I simplified my testing routine so that you can see exactly what I am doing. The source code (parallel_issue.cpp) is attached to this post. My compiler is:
icc version 12.1.4 (gcc version 4.4.7 compatibility)
I'm using whichever version of MKL that comes with the above. My machine has 2 x E5-2697 v2 @ 2.70GHz processors; each processor has 12 cores, so in total, I have 24 CPU cores. I compile the code using:
icc -mkl -openmp parallel_issue.cpp -o parallel_issue
I put the results of my run in a file called "results.txt", also attached to this post. I understand that I am pushing the limits of the hardware and I expect to see performance "noise" as I increase the number of threads. The issue is that in the software that I produce, I have several segments of code similar to the "Multiple MKL DGEMMs called in parallel" section in the testing routine. For my 24-core machine, I seem to get the best performance when I use fewer than 24 threads.
I have tried several different arrangements of threads to see if I can ever get peak performance with 24 threads. One arrangement is similar to the "Multiple MKL DGEMMs called in nested parallel" section in the testing routine. It seems like in every arrangement of threads, the maximum number of threads (24) gives the WORST performance.

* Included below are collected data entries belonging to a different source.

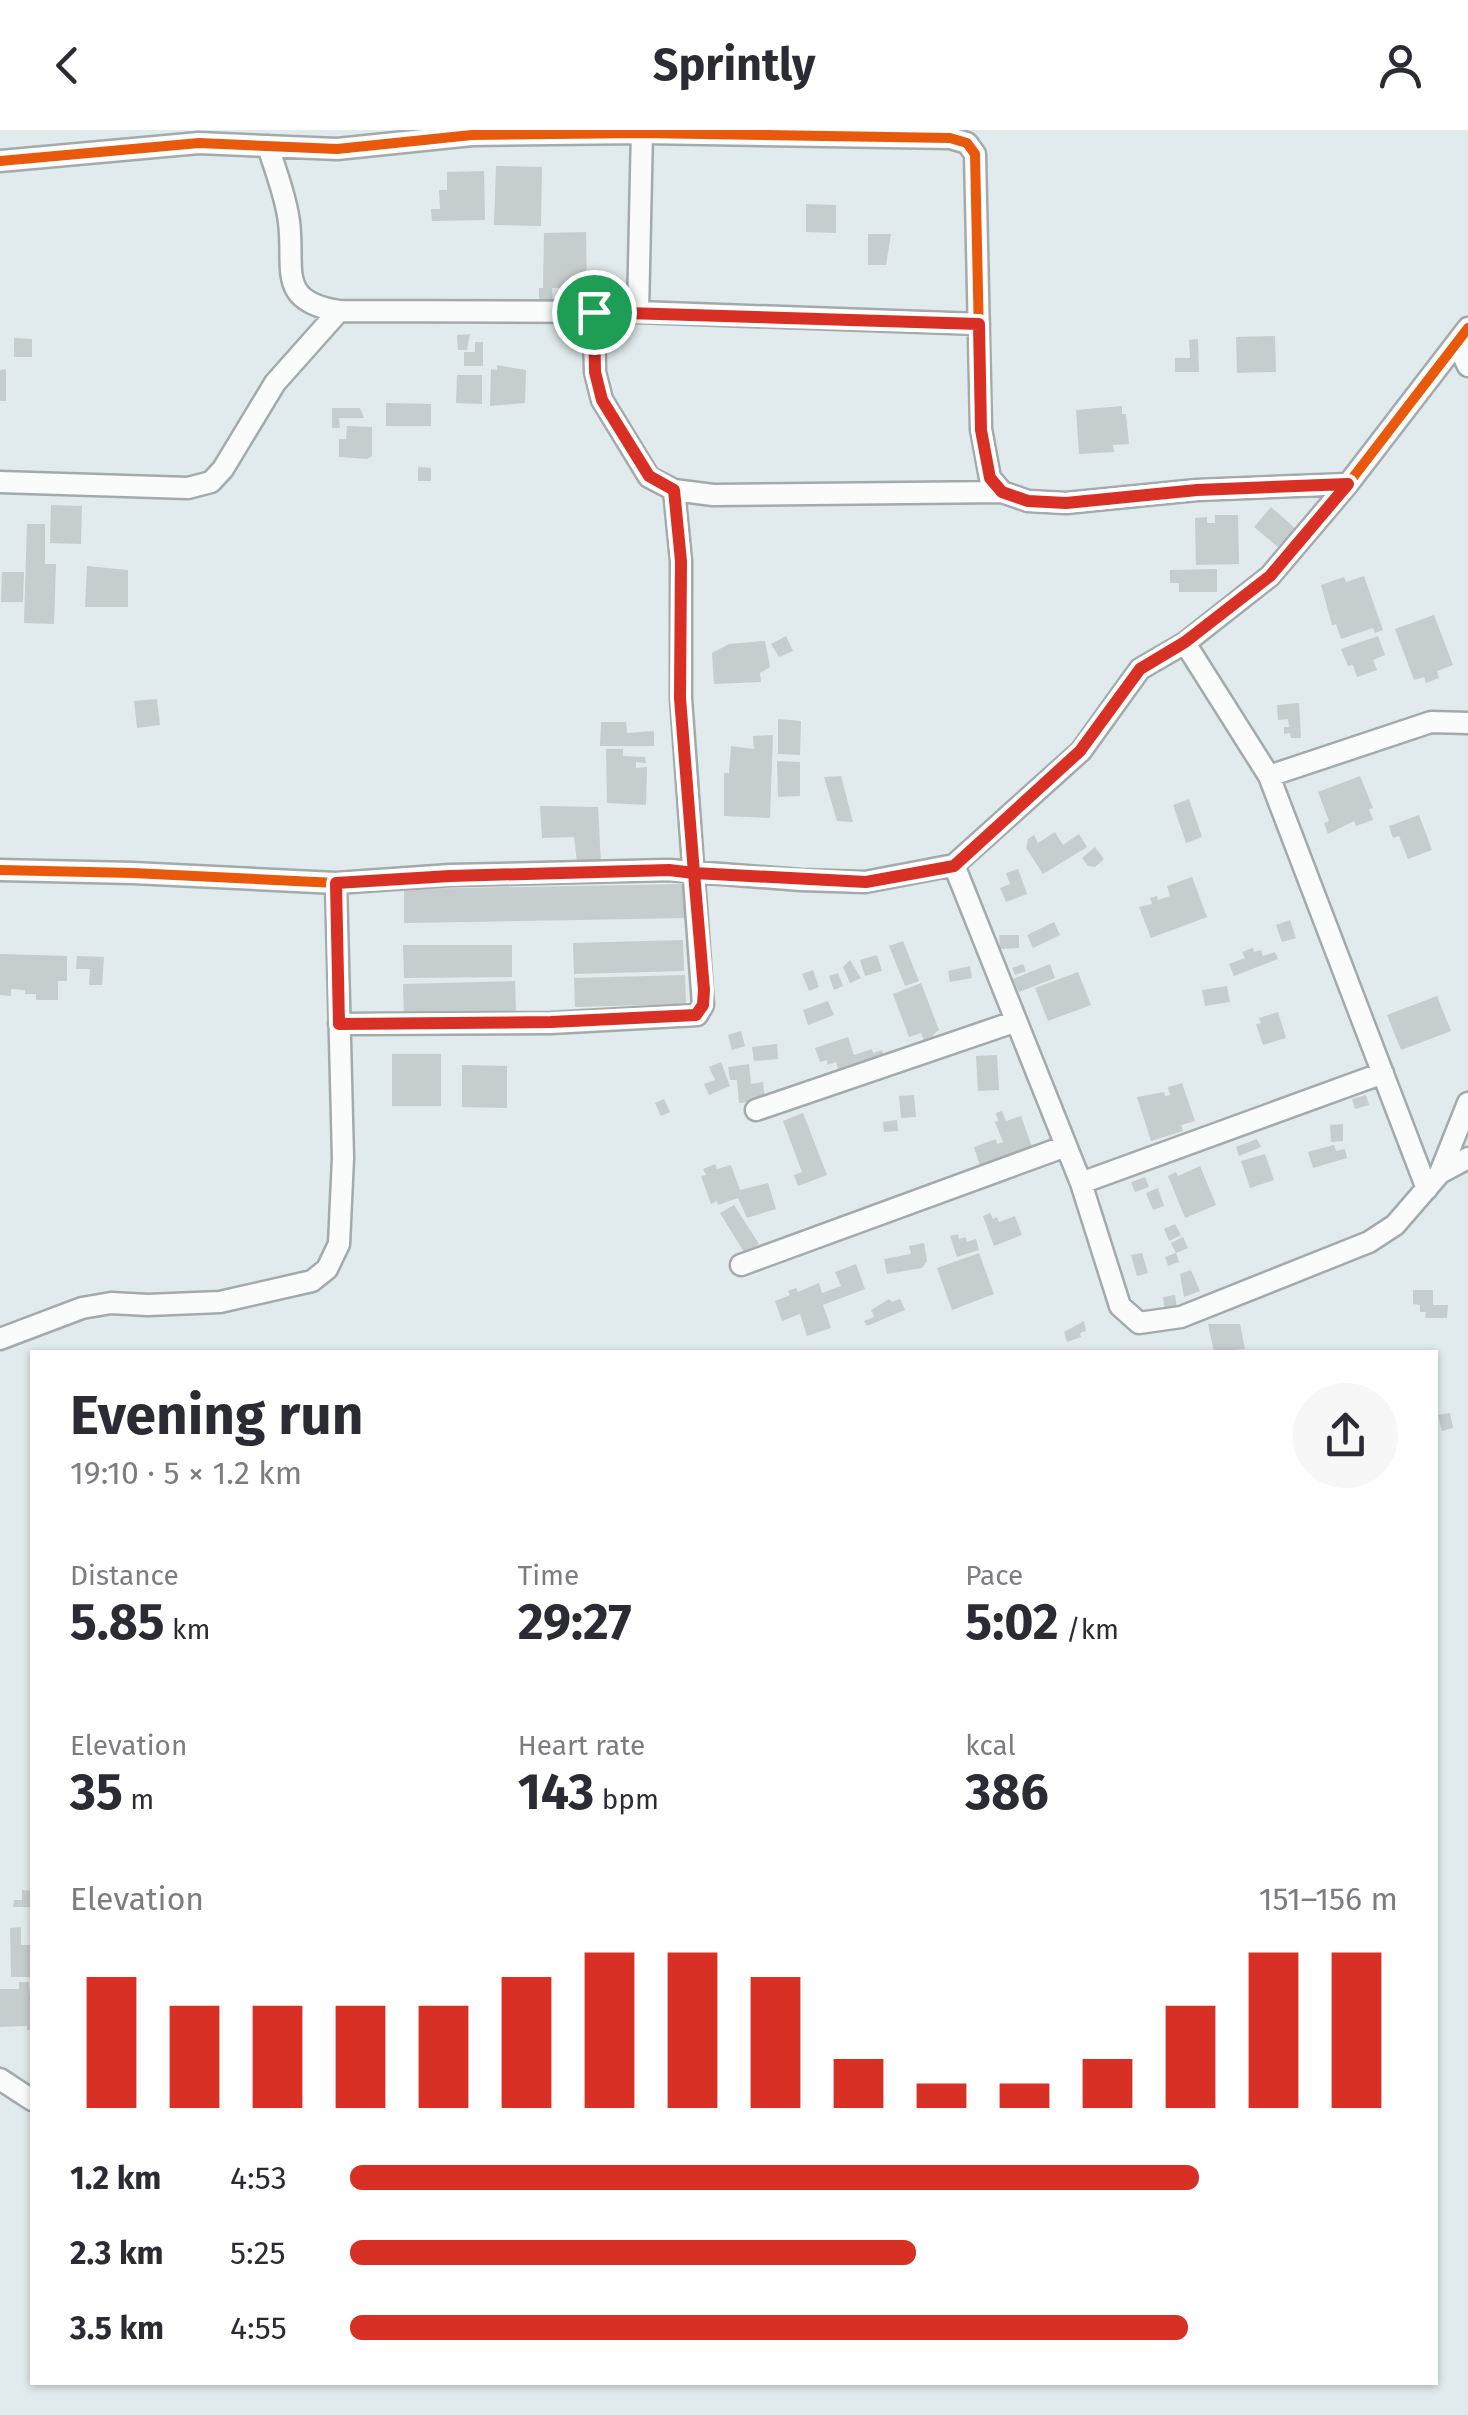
<!DOCTYPE html>
<meta charset="utf-8">
<style>
:root{--surface:#fff;--page:#f7f7f7;--text:#2b2b33;--muted:#7c7c81;--accent:#d93025}
body{margin:0;font-family:"Fira Sans",sans-serif;background:var(--page);color:var(--text);height:100vh;display:flex;flex-direction:column;font-size:38px;white-space:nowrap}
*{box-sizing:border-box;margin:0}
p{font-size:32px;color:var(--muted)}
.icon{flex:none;width:55px;height:55px;fill:none;stroke:currentColor;stroke-width:2;stroke-linecap:round;stroke-linejoin:round}
.map{position:relative;flex:1;overflow:hidden}
.sheet{position:absolute;left:30px;top:1220px;width:1408px;height:1035px;display:flex;flex-direction:column;background:var(--surface);border-radius:0px;box-shadow:0 2px 8px #0004}
.sheet>*{flex:none}
.pin{position:absolute;display:grid;place-items:center;width:85px;height:85px;color:#fff;margin:-42px;border:5px solid #fff;border-radius:50%;box-shadow:0 2px 10px #0007}
.round{display:grid;place-items:center;flex:none;width:105px;height:105px;border-radius:52px;background:var(--page)}
.summary{display:flex;align-items:center;justify-content:space-between;height:170px;padding:0 40px}
h1{font-size:55px;font-weight:700;line-height:75px}
.figures{display:grid;grid-template-columns:repeat(3,1fr);gap:15px;height:170px;padding:10px 40px}
.figures div{display:grid;align-content:center}
.figures b{font-size:50px;font-weight:700}
.figures small{font-size:28px;font-weight:400}
.figures p{font-size:28px}
.chart{height:280px;padding:20px 40px}
.chart p{display:flex;justify-content:space-between}
.chart svg{width:100%;height:180px;margin-top:10px;stroke:var(--accent);stroke-width:6}
ul{padding:0 40px;list-style:none;font-size:32px}
li{display:grid;grid-template-columns:160px 120px 1fr;align-items:center;height:75px}
li i{height:25px;border-radius:12px;background:var(--accent)}
header{display:flex;justify-content:space-between;align-items:center;height:130px;padding:0 40px;background:var(--surface);font-size:45px;font-weight:700}
.map>svg:first-child{display:block}
.building{fill:#c6cdcf}
.lines{fill:none;stroke-linecap:round;stroke-linejoin:round}
.street-casing{stroke:#a3aaac;stroke-width:25}
.street{stroke:#fafcfc;stroke-width:20}
.cycleway-casing{stroke:#fff;stroke-width:16}
.cycleway{stroke:#e8590c;stroke-width:10}
.route-casing{stroke:#fff;stroke-width:20}
.route{stroke:#d93025;stroke-width:12}
</style>
<header><svg class="icon" aria-label="back" viewBox="0 0 24 24"><path d="M15 5l-7 7 7 7"/></svg>Sprintly<svg class="icon" aria-label="person" viewBox="0 0 24 24"><circle cx="12" cy="8" r="4"/><path d="M4 21q1-7 8-7t8 7"/></svg></header>
<div class="map">
<svg width="1468" height="2285" viewBox="0 0 1468 2285">
<rect width="100%" height="100%" fill="#e1eaec"/>
<path class="building" d="M496,36L542,37L541,96L494,95Z
M484,41L485,90L432,91L431,79H440L439,60H447V42Z
M806,74L836,75V103L806,102Z
M586,102L587,157L552,158L553,174H539V158H543L544,103Z
M868,104H891L886,135H868Z
M470,204L467,220H458L457,205Z
M1275,206L1276,242L1237,243L1236,207Z
M14,208L32,209V227H14Z
M1198,209L1199,242H1175V228H1190L1189,210Z
M475,212H483V236H464V222H475Z
M497,235L526,240L525,273L490,276L491,239L497,240Z
M6,239V271H0V240Z
M457,245H482V274L456,273Z
M386,273L431,274V296H386Z
M1122,276V284H1126L1129,314L1113,315L1114,322L1079,324L1076,280Z
M332,278H360L364,288H339L340,298H332Z
M347,296L372,297V326L367,329L339,327V309H346Z
M418,337L431,338V351H418Z
M51,375L82,376L81,414L50,413Z
M1271,377L1296,399L1279,418L1254,397Z
M1215,385H1238L1239,434L1196,435L1195,388L1207,387V393H1215Z
M27,394H45V434H56L54,494L24,493Z
M87,436L128,440V477H85Z
M1217,439V462H1179V453H1170V440Z
M2,442H24L23,472H1Z
M1364,446L1383,500L1375,503L1373,498L1341,509L1336,494L1332,495L1321,455L1344,447L1346,452Z
M1434,485L1453,535L1437,541L1439,548L1426,553L1424,547L1414,550L1395,499Z
M786,506L793,521L779,527L771,514Z
M1378,506L1385,525L1373,530L1377,540L1357,547L1353,535L1348,536L1341,519Z
M765,511L770,537L760,543L761,552L714,554L712,523L729,514Z
M157,569L160,595L137,598L134,571Z
M1299,573L1301,608H1291L1290,603L1284,604V597H1289L1288,589L1278,590L1277,575Z
M778,589L801,591L800,625L778,624Z
M601,592H626L627,603L654,601V616H600Z
M773,605L770,688L724,686V643H729L731,616L754,619L753,606Z
M606,619H623V626L645,627L646,633L636,632V638L647,637L646,675L607,673Z
M777,631L800,632V666L778,667Z
M841,646L853,692L837,691L824,647Z
M1360,646L1373,678L1369,679L1373,690L1356,696L1354,691L1328,704L1324,693L1329,691L1318,662Z
M1189,669L1202,707L1186,713L1173,675Z
M540,676L598,677L601,734L577,733L574,707L542,708Z
M1419,685L1432,720L1408,729L1399,706L1393,708L1389,696Z
M1055,702L1063,715L1079,704L1087,717L1043,744L1026,718L1028,709L1034,705L1038,713Z
M1095,717L1104,729L1095,737L1088,736L1082,728Z
M1018,739L1027,764L1006,772L1000,758L1010,754L1006,743Z
M1192,747L1207,787L1151,808L1139,777L1152,774L1150,768L1157,766L1158,770L1170,766L1167,756Z
M686,754L687,788L404,793V759Z
M1290,790L1296,808L1282,812L1276,795Z
M1054,792L1060,805L1033,818L1027,805Z
M999,805H1019V818L1000,819Z
M683,810L684,841L574,844L573,813Z
M903,811L919,851L905,856L889,816Z
M403,815H512V847L404,848Z
M1253,818L1254,822L1261,820L1263,826L1275,822L1278,829L1234,846L1229,834L1245,828L1242,822Z
M0,824L67,826V851H58V870H36V864H25V860L11,859V866L0,865Z
M877,825L882,841L865,846L860,830Z
M77,826L104,827L102,855H89L90,839H76Z
M850,830L861,848L850,853L843,837Z
M1023,834L1026,841L1015,845L1012,838Z
M1050,834L1055,848L1019,862L1013,849Z
M970,836L972,848L950,852L948,841Z
M813,840L819,857L809,861L802,844Z
M1078,842L1091,875L1048,891L1035,858Z
M838,843L843,856L834,860L829,846Z
M685,845L686,874L575,877L574,848Z
M515,851L516,881L404,884L403,854Z
M921,853L939,900L933,905L934,908L924,911L921,903L909,907L893,864Z
M1227,856L1230,872L1205,876L1202,860Z
M1437,866L1451,901L1401,920L1387,885Z
M828,871L834,885L808,895L803,880Z
M1278,882L1286,908L1263,915L1256,894L1261,893L1259,888Z
M741,901L745,916L732,920L728,905Z
M848,907L854,925L872,919L873,923L882,920L883,924L838,939L836,932L827,935V930L820,932L815,918Z
M777,914L778,929L754,931L752,917Z
M392,924H441V976H392Z
M997,925L999,960L978,961L976,926Z
M721,932L730,956L709,965L704,954L715,950L709,937Z
M749,934L751,954L763,952L765,970L739,973L737,950H730L728,937Z
M462,935L507,936V978L462,977Z
M1182,953L1195,991L1181,995L1183,1001L1151,1011L1137,967L1164,962L1165,966L1170,965L1168,957Z
M914,965L916,987L901,988L899,966Z
M1366,965L1369,975L1355,979L1352,969Z
M664,969L670,982L661,986L655,973Z
M1002,981L1006,991L1021,986L1032,1017L980,1036L974,1017L996,1009L997,1014L1003,1012L995,992L998,991L996,983Z
M803,983L827,1045L798,1056L794,1045L802,1042L783,991Z
M897,990L898,1001L884,1002L883,992Z
M1343,994V1011L1331,1012L1330,995Z
M1257,1009L1261,1017L1239,1026L1236,1017Z
M1334,1015L1336,1021L1345,1019L1347,1028L1313,1038L1308,1022Z
M1265,1024L1274,1050L1250,1058L1241,1031Z
M715,1034L717,1039L731,1035L740,1060L768,1053L776,1079L747,1088L738,1068L718,1075L717,1071L711,1074L701,1046L706,1045L703,1039Z
M1200,1036L1216,1075L1185,1088L1168,1046L1176,1042L1178,1046Z
M1145,1047L1149,1057L1135,1062L1131,1052Z
M1158,1058L1164,1076L1153,1080L1146,1063Z
M734,1075L759,1114L744,1122L720,1083Z
M990,1083L993,1089L997,1087L999,1092L1015,1086L1022,1105L994,1116L983,1086Z
M1175,1094L1181,1105L1169,1111L1164,1099Z
M958,1104L959,1109L965,1107L967,1112L976,1109L979,1120L957,1127L950,1106Z
M1183,1107L1188,1118L1176,1123L1171,1113Z
M924,1113L927,1131L922,1138L887,1144L884,1129L911,1124L909,1116Z
M979,1123L994,1164L952,1180L937,1138Z
M1142,1123L1148,1143L1137,1146L1131,1125Z
M1176,1123L1179,1132L1168,1136L1165,1127Z
M856,1134L865,1159L823,1175L831,1198L807,1206L800,1184L782,1191L775,1171L790,1165L788,1161L796,1158L798,1162L819,1153L822,1163L841,1156L835,1142Z
M1191,1140L1200,1161L1184,1167L1180,1144Z
M1413,1160H1433V1175H1448L1447,1188H1425L1426,1182H1420V1175L1413,1174Z
M1175,1165L1177,1179L1165,1181L1163,1167Z
M889,1169L892,1172L900,1169L905,1180L867,1196L864,1191L874,1187L871,1180Z
M1084,1191L1086,1201L1080,1203L1081,1207L1067,1212L1064,1202Z
M1208,1194H1240L1245,1219L1214,1222Z
M1450,1283L1453,1298L1442,1301L1438,1285Z
M22,1760L32,1761V1777H13L14,1770H22Z
M21,1797V1815H32V1847H11L10,1798Z
M19,1852H29L32,1900H27V1896L0,1897V1859H19Z"/>
<g class="lines">
<g class="street-casing">
<path id="street" d="M268,16C275,40 286,66 289,92C295,139 276,171 339,181L638,182L979,194
M0,31L199,13L337,19L472,5L642,3L950,8L967,13L975,24L981,299L990,348L1002,362L1028,371L1066,373L1197,360L1348,354
M638,182L642,0
M594,183L595,242L602,270L649,347L674,360L713,365L1002,362
M1457,213L1468,236
M0,352L188,358L211,352L223,339L275,253L339,181
M1185,513L1269,646L1427,1059
M1269,646L1431,592L1468,593
M954,735L1081,1053L1120,1176L1139,1193L1181,1187L1369,1112L1395,1095L1440,1043L1468,1028
M0,740L133,743L336,753L450,745L669,740L801,750L865,752L954,735L1081,621L1140,539L1185,513L1270,446L1348,354L1468,198
M339,894L551,893L697,885L703,875L681,568V431L674,360
M756,980L1014,892
M1440,1043L1468,973
M1081,1053L1383,943
M741,1135L1066,1016
M0,1209L82,1178L111,1173L148,1175L220,1172L312,1151L327,1139L339,1114L343,1028L336,753
M0,1949L32,1970"/>
</g>
<use href="#street" class="street"/>
<g class="cycleway-casing">
<path id="cycleway" d="M0,31L199,13L337,19L472,5L642,3L950,8L967,13L975,24L981,299L990,348L1002,362L1028,371L1066,373L1197,360L1348,354
M0,740L133,743L336,753L450,745L669,740L801,750L865,752L954,735L1081,621L1140,539L1185,513L1270,446L1348,354L1468,198"/>
</g>
<use href="#cycleway" class="cycleway"/>
</g>
<g class="lines">
<g class="route-casing">
<path id="route" d="M594,182L595,242L602,270L649,346L674,360L681,431L680,568L694,743L669,740L450,746L336,753L339,894L551,892L696,885L703,875L704,860L694,743L866,752L954,736L1080,621L1140,539L1185,512L1270,446L1348,354L1197,360L1066,373L1028,371L1002,362L990,348L981,300L979,194L594,182"/>
</g>
<use href="#route" class="route"/>
</g>
</svg>
<div class="pin" style="left:594px;top:182px;background:#1e9e55"><svg class="icon" aria-label="arrive" viewBox="0 0 24 24"><path d="M6 21V4h12l-3 4 3 4H6"/></svg></div>
<section class="sheet">
<div class="summary"><div><h1>Evening run</h1><p>19:10 · 5 × 1.2 km</p></div><a class="round"><svg class="icon" aria-label="share" viewBox="0 0 24 24"><path d="M12 15V3M7 8l5-5 5 5M5 13v7h14v-7"/></svg></a></div>
<div class="figures">
<div><p>Distance</p><b>5.85<small> km</small></b></div>
<div><p>Time</p><b>29:27</b></div>
<div><p>Pace</p><b>5:02<small> /km</small></b></div>
</div>
<div class="figures">
<div><p>Elevation</p><b>35<small> m</small></b></div>
<div><p>Heart rate</p><b>143<small> bpm</small></b></div>
<div><p>kcal</p><b>386</b></div>
</div>
<div class="chart"><p><span>Elevation</span>151–156 m</p>
<svg viewBox="0 0 160 44" preserveAspectRatio="none"><path d="M5 44V12M15 44V19M25 44V19M35 44V19M45 44V19M55 44V12M65 44V6M75 44V6M85 44V12M95 44V32M105 44V38M115 44V38M125 44V32M135 44V19M145 44V6M155 44V6"/></svg>
</div>
<ul>
<li><b>1.2 km</b>4:53<i style="width:81%"></i></li>
<li><b>2.3 km</b>5:25<i style="width:54%"></i></li>
<li><b>3.5 km</b>4:55<i style="width:80%"></i></li>
</ul>
</section>
</div>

Of course, I would welcome any recommendations on how to get better performance with 24 threads. Other than that, I would like some kind of description of what hardware limitation I am encountering. Then, I can explain succinctly to users why I might recommend that if they have a 24-core machine, they perhaps might want to use fewer than 24 cores to get the best performance of the production software.
Doesn't OpenMP 4 support setting the number of threads at each level under OMP_NESTED? e.g. OMP_NUM_THREADS=6,4 (using 24 threads total) Then it should help to set OMP_PROC_BIND=spread,close. You would expect best results with each instance of DGEMM getting its own group of cores (restricted to one CPU). Does adding KMP_AFFINITY=verbose environment setting give you the expected listing of where the threads are assigned?
The failure to scale up performance past some number of cores is typical of failing to set appropriate affinity. It's likely to be important to use contiguous blocks of cores rather than random scattering among the 2 CPUs, as well as to encourage each thread to stick on one core and associate cache.
Thanks, Tim Prince. Your comment about OpenMP 4 was very useful. I have been compiling with a version of MKL that does not have OpenMP 4.0. I compiled "parallel_issue.cpp" with a new version:
icc version 14.0.3 (gcc version 4.4.7 compatibility)
and my new results are quite favorable (see attached).
Unfortunately, for my production code, I cannot rely on a user to set OMP_PROC_BIND appropriately. So, I used the clause "proc_bind" in:
#pragma omp parallel proc_bind(spread)
and my production code's performance is dramatically improved. I see a runtime routine called "omp_get_proc_bind", but I don't see an "omp_set_proc_bind". Will there eventually be an "omp_set_proc_bind" capability?